3. relatedly, in the case of 2x's, is it possible to determine what proportion of total R^2 stems from each x?
4. in the case of 2 x's, would it be correct to say that, hypothetically, if we could have measured only the unique part of x1 (what it doesn't have in common with x2), than the effect of such a measure on y would be beta1?
We are running a path analysis with one predictor at age 0 to three outcomes at age 4, working through two sets of variables at age 2 and age 4. Each set of variables is the same at age 2 and age 4.
We would like to know what proportion of the main effect is explained by each of these two pathways.
We used the: outcome IND predictor; command and got a total effect, as well as a total indirect effect.
One of our predictor to outcome pathways has a larger indirect effect than the total effect. How can we calculate the proportion of the total effect explained by all mediators and then explained by each of the age 2--> age 4--> outcome pathways? How do we deal with indirect effects that work in different directions, thus creating the scenario where the total indirect effect > total effect.
Any advice you might have would be greatly appreciated!
Thank you for your quick response. We are hoping to get an estimate of how strong a mediator is / or by how much of the total variance is explained by the mediators. Can we use the indirect/direct effects given by the model to calculate this?
Based on the output, I know that the total explained variance of ENG_S is 88.6% .
However, could you please tell me the way that I calculate how much of the total variance was explained by each of the variables (PA, OA, MA, and EV-m)? How can I partition the explained variance in the model?

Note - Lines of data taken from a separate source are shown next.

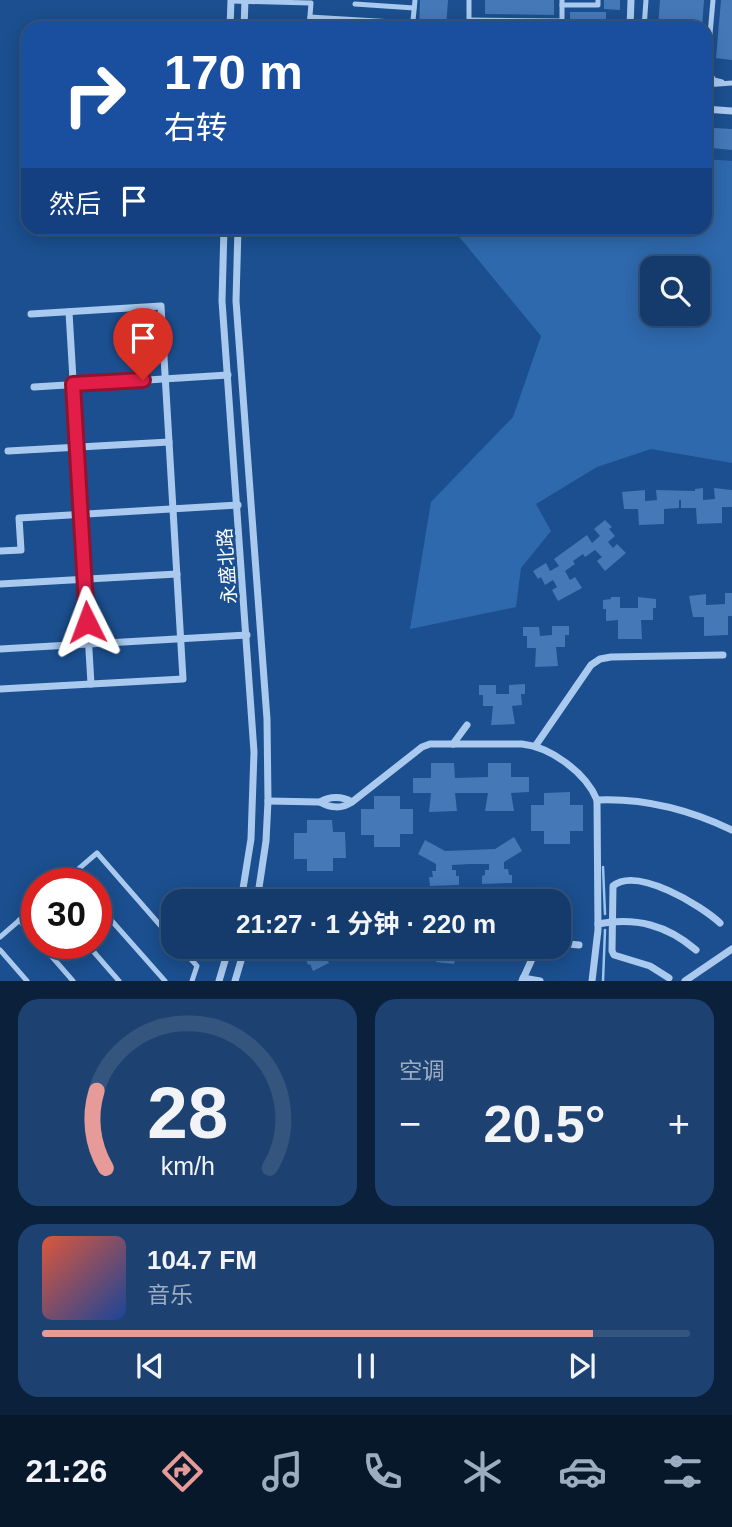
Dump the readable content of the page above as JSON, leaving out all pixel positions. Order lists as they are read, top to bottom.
{
  "streets": {
    "street": ["永盛北路"]
  },
  "page": {
    "turn": ["170 m", "右转"],
    "then": "然后",
    "limit": "30",
    "trip": "21:27 · 1 分钟 · 220 m",
    "tile": "空调",
    "heat": ["−", "20.5°", "+"],
    "song": ["104.7 FM", "音乐"],
    "tabs": "21:26",
    "gauge": ["28", "km/h"]
  }
}
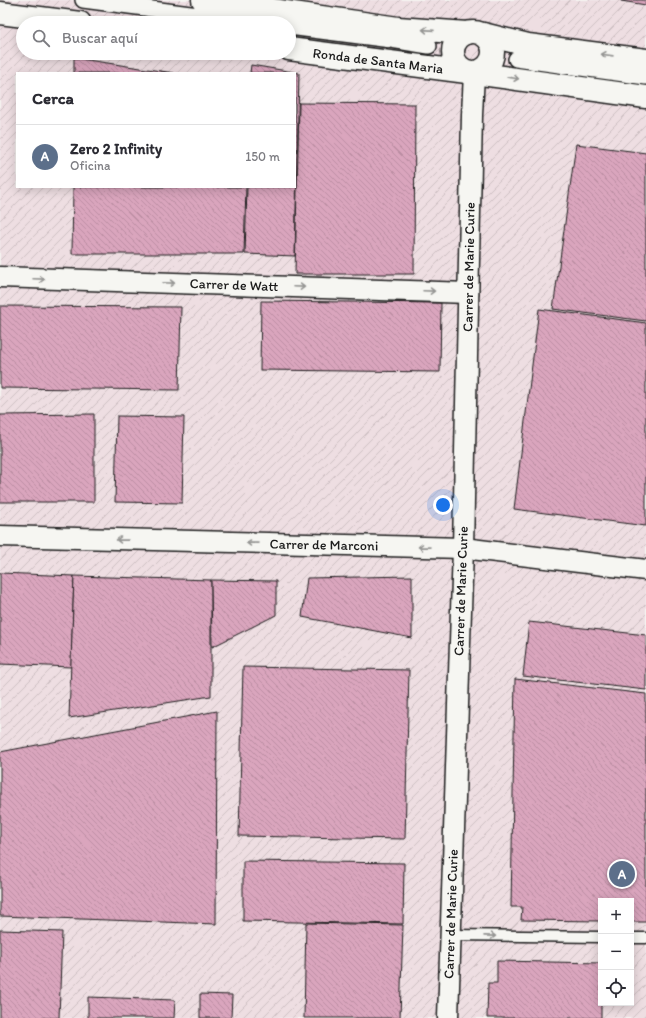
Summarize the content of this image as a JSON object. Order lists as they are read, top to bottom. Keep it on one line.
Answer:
{"streets":{"street":["Ronda de Santa Maria","Carrer de Marie Curie","Carrer de Watt","Carrer de Marconi"]},"crossings":[["Ronda de Santa Maria","Carrer de Marie Curie"],["Carrer de Marie Curie","Carrer de Watt"],["Carrer de Marie Curie","Carrer de Marconi"]],"one_way":["Carrer de Watt","Carrer de Marconi"],"page":{"search":"Buscar aquí","heading":"Cerca","list":[{"mark":"A","name":"Zero 2 Infinity","note":"Oficina","value":"150 m"}],"pins":"A","map_buttons":["+","−"]}}
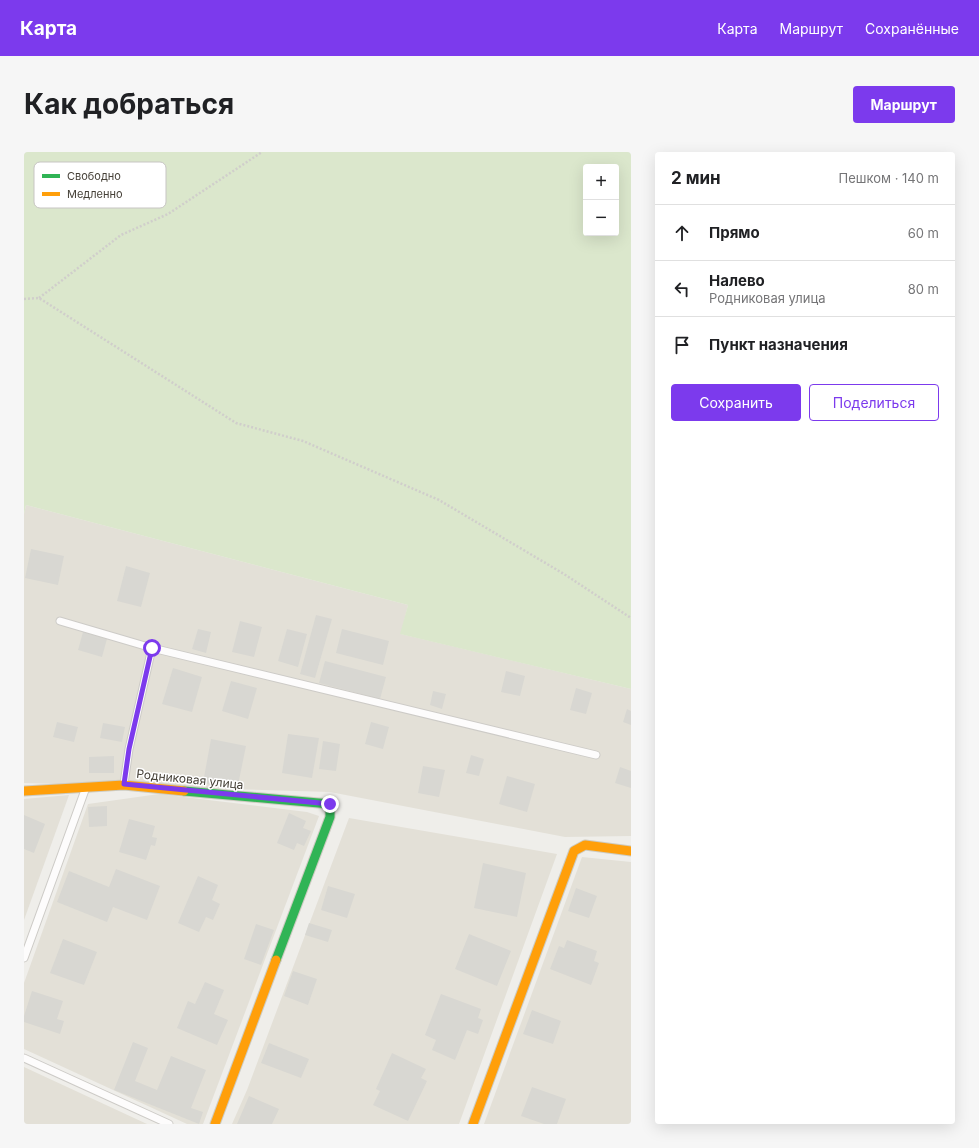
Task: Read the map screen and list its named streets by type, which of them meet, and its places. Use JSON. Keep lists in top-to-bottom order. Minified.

The standardized output provides an R-Square estimate of the latent, dependent variable. Is this estimate equivalent to the total amount of variance that this dependent variable accounts for (including the independent variables, the mediators, and the control variables)?
Hi there Is there a way to tell if an interaction explains a SIGNIFICANT amount of variance ie the p value (I know the amount of variance explained)?

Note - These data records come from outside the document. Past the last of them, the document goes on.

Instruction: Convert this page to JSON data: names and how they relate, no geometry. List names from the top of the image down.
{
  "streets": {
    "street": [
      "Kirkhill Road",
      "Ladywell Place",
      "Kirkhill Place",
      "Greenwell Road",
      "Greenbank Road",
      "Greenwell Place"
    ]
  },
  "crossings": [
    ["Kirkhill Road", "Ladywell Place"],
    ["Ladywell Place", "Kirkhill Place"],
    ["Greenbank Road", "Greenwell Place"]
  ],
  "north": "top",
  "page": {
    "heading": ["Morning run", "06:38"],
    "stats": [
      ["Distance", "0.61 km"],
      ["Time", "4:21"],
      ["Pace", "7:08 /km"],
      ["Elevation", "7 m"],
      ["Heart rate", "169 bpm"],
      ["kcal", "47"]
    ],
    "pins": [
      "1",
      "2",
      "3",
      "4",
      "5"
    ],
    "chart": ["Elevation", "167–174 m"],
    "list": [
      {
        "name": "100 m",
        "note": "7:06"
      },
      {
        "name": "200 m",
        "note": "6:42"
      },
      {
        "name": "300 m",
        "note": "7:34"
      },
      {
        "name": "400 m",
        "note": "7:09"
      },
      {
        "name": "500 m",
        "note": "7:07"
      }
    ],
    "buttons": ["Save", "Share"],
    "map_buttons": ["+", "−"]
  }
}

To get the variance explained I compared a model with the interaction set @0 and one where all was free and then just subtracted the standardized residual variances (since that is essentially the R2 change right)? Model is saturated because I am running a multivariate multiple regression using Mplus due to nesting.

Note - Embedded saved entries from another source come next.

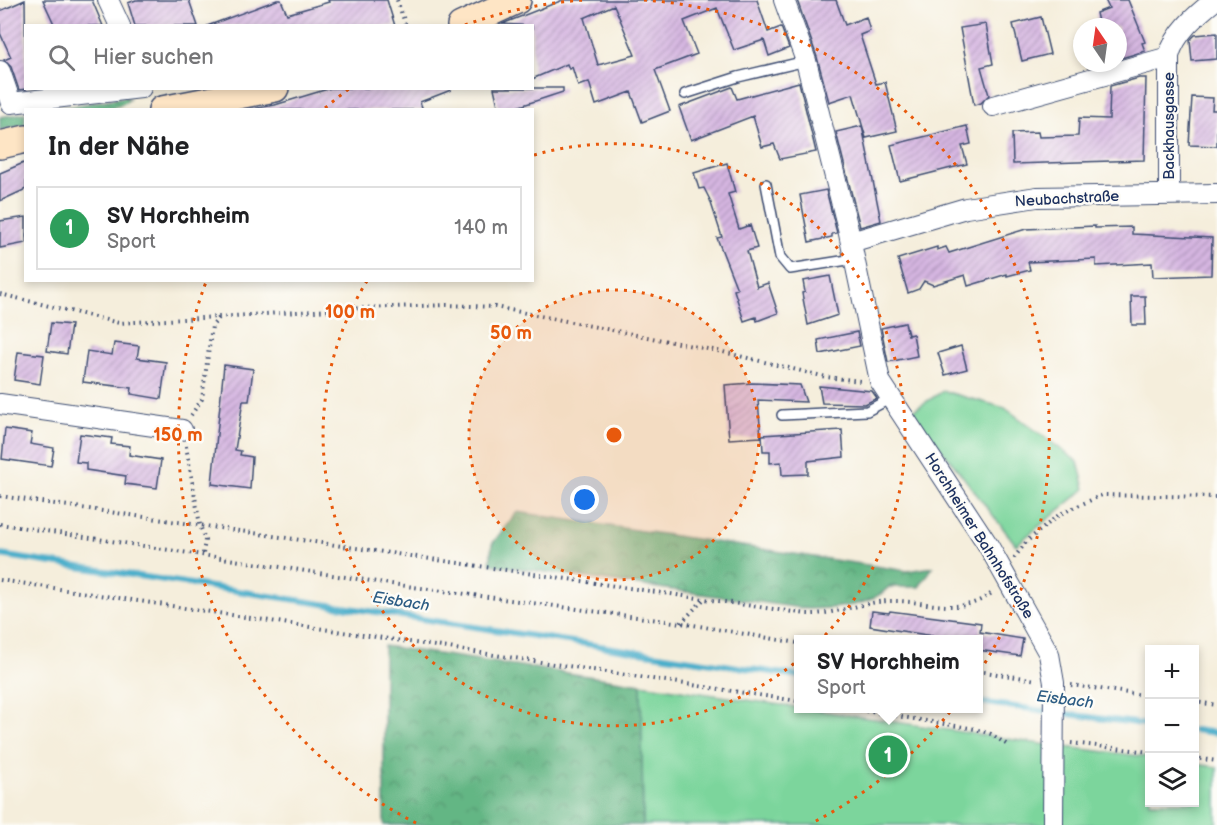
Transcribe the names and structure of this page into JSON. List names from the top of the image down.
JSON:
{
  "streets": {
    "street": ["Backhausgasse", "Neubachstraße", "Horchheimer Bahnhofstraße"]
  },
  "crossings": [
    ["Backhausgasse", "Neubachstraße"],
    ["Neubachstraße", "Horchheimer Bahnhofstraße"]
  ],
  "water": ["Eisbach"],
  "north": "top",
  "page": {
    "search": "Hier suchen",
    "heading": "In der Nähe",
    "list": [
      {
        "mark": "1",
        "name": "SV Horchheim",
        "note": "Sport",
        "value": "140 m"
      }
    ],
    "popup": ["SV Horchheim", "Sport"],
    "map_buttons": ["+", "−"],
    "pins": "1"
  },
  "rings": ["100 m", "50 m", "150 m"]
}
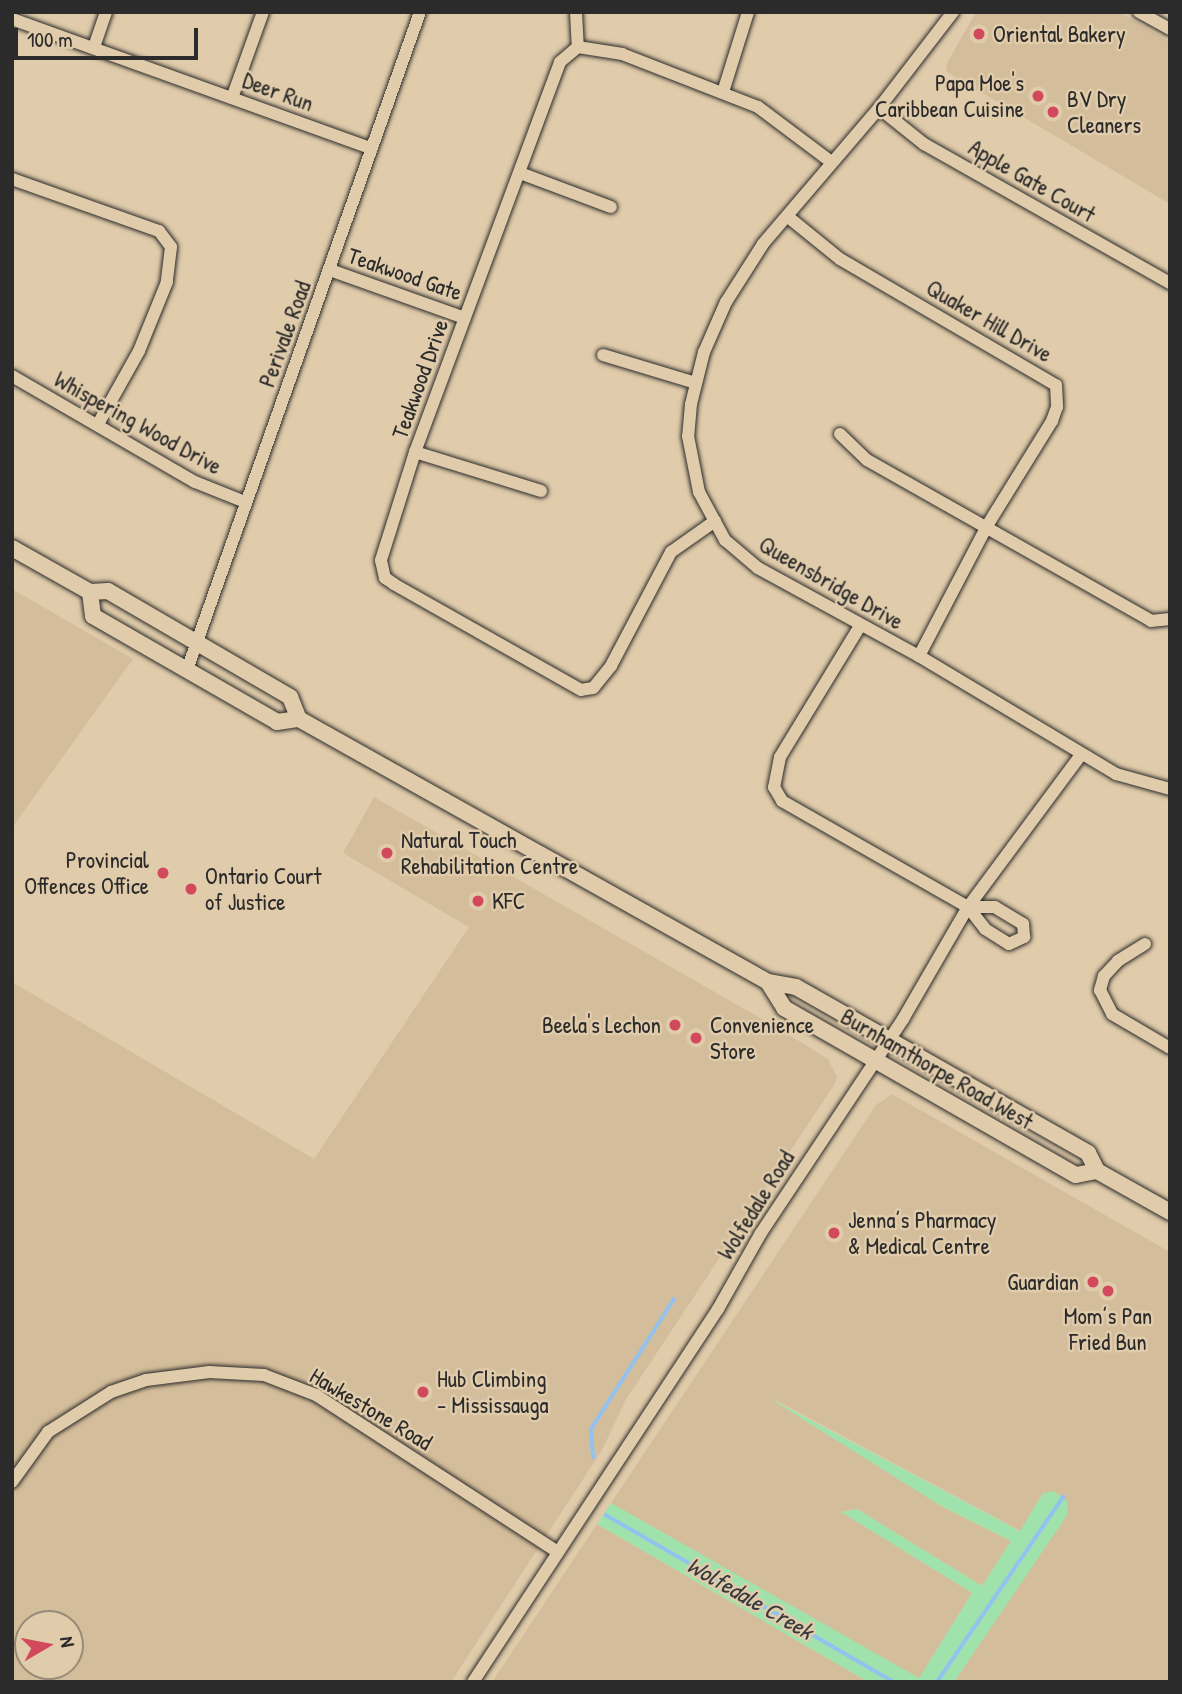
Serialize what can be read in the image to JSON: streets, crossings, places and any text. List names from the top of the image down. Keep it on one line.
{"streets":{"main road":["Burnhamthorpe Road West"],"street":["Deer Run","Apple Gate Court","Teakwood Gate","Quaker Hill Drive","Perivale Road","Teakwood Drive","Whispering Wood Drive","Queensbridge Drive","Wolfedale Road","Hawkestone Road"]},"crossings":[["Deer Run","Perivale Road"],["Apple Gate Court","Queensbridge Drive"],["Teakwood Gate","Perivale Road"],["Teakwood Gate","Teakwood Drive"],["Quaker Hill Drive","Queensbridge Drive"],["Perivale Road","Whispering Wood Drive"],["Perivale Road","Burnhamthorpe Road West"],["Teakwood Drive","Queensbridge Drive"],["Queensbridge Drive","Wolfedale Road"],["Burnhamthorpe Road West","Wolfedale Road"],["Wolfedale Road","Hawkestone Road"]],"water":["Wolfedale Creek"],"places":["Oriental Bakery","Papa Moe's Caribbean Cuisine","BV Dry Cleaners","Natural Touch Rehabilitation Centre","Provincial Offences Office","Ontario Court of Justice","KFC","Beela's Lechon","Convenience Store","Jenna’s Pharmacy & Medical Centre","Guardian","Mom’s Pan Fried Bun","Hub Climbing - Mississauga"],"scale_bar":"100 m","north":"right"}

Model is as follows: Analysis:TYPE = COMPLEX; ESTIMATOR = MLR;
Model: DV1 ON CoV1 CoV2 x m xm;
DV2 ON CoV1 CoV2 x m xm; !This is interaction I want to know !if adds significant variance to the !model
CoV1 WITH CoV2 x m xm; CoV2 WITH x m xm; x WITH m xm; m WITH xm;
Hi Linda and Bengt: I am running a model with a continuous dependent variable Exam and several predictors (observed and latent). The model has excellent fit (chi-squared p value = 0.19, other indices just perfect)
Standardized solution output shows that R-square for Exam = 0.17 (P = 0.016) But none of the paths from predictors to Exam is significant.
R square is the variance explained by the set of covariates that the dependent variable was regressed on, but I can see that all regression coefficients are non-significant. How is it possible? Could it happen because my model is wrong?
MODEL: External BY Egoal2 Egoal3 Egoal4 Egoal5; SelfEff BY SE1 SE3 SE5; External WITH SelfEff; External SelfEff ON gender EGEsum GPA; GrG1 ON External SelfEff GPA; Exam ON GrG1 External SelfEff GPA EGEsum;
The fit can be good while having non-significant relations. This can happen with low N, low correlations, or both.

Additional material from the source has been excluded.